We can also evaluate functions that include tan(x) and sec(x)

Strategy for evaluating \int tan^m(x)sec^n(x) dx

  1. If the power of secant is even (n = 2k), save a factor of sec^2(x), and use sec^2(x) = 1+tan^2(x) to express the remaining factors in terms of tan(x): \int tan^m sec^{2k} dx = \int tan^m(sec^2(x))^{k-1}sec^2(x) dx = \int tan^m(x) (1+tan^2(x))^{k-1} sec^2(x) dx, the substitute u = tan(x)
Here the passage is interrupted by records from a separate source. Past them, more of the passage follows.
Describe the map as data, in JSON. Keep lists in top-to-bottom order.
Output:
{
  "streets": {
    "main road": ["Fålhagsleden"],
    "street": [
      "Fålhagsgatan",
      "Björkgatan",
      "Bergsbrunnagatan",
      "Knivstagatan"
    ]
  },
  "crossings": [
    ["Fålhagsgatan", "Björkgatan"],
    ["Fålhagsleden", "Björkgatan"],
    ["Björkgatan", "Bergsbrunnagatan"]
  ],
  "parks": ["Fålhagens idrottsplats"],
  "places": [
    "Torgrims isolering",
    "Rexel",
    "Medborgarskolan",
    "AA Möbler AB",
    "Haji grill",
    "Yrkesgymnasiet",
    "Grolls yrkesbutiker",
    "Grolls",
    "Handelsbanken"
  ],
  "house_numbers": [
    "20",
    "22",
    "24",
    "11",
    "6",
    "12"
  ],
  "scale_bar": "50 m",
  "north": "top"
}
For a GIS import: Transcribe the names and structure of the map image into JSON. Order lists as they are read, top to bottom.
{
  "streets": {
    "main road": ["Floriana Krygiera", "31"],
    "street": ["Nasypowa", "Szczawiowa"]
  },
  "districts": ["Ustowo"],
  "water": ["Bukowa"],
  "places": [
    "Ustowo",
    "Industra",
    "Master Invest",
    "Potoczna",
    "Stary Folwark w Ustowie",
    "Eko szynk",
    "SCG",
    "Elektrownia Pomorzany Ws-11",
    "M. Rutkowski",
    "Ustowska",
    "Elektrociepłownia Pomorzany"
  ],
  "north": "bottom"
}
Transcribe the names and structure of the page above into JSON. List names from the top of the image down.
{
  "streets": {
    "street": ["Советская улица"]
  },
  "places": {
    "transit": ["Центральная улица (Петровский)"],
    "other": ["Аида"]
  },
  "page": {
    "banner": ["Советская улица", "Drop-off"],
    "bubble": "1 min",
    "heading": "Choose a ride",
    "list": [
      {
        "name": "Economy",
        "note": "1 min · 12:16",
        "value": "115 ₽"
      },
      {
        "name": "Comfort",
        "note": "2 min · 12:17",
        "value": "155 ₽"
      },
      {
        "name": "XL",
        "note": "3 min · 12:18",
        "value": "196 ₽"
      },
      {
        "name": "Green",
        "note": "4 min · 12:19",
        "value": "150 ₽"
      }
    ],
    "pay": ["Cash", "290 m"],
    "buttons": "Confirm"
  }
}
  2. If the power of tangent is odd (m = 2k+1), save a factor of sec(x)tan(x) and use tan^2(x) = sec^2(x) - 1 to express the remaining factors in terms of sec(x): \int tan^{2k+1}(x)sec^n(x) dx
    = \int (tan^2(x))sec^{n-1}(x) sec(x)tan(x) dx
    = \int (sec^2(x) - 1)^k sec^{n-1}(x)tan(x) dx, then substitute u = sec(x).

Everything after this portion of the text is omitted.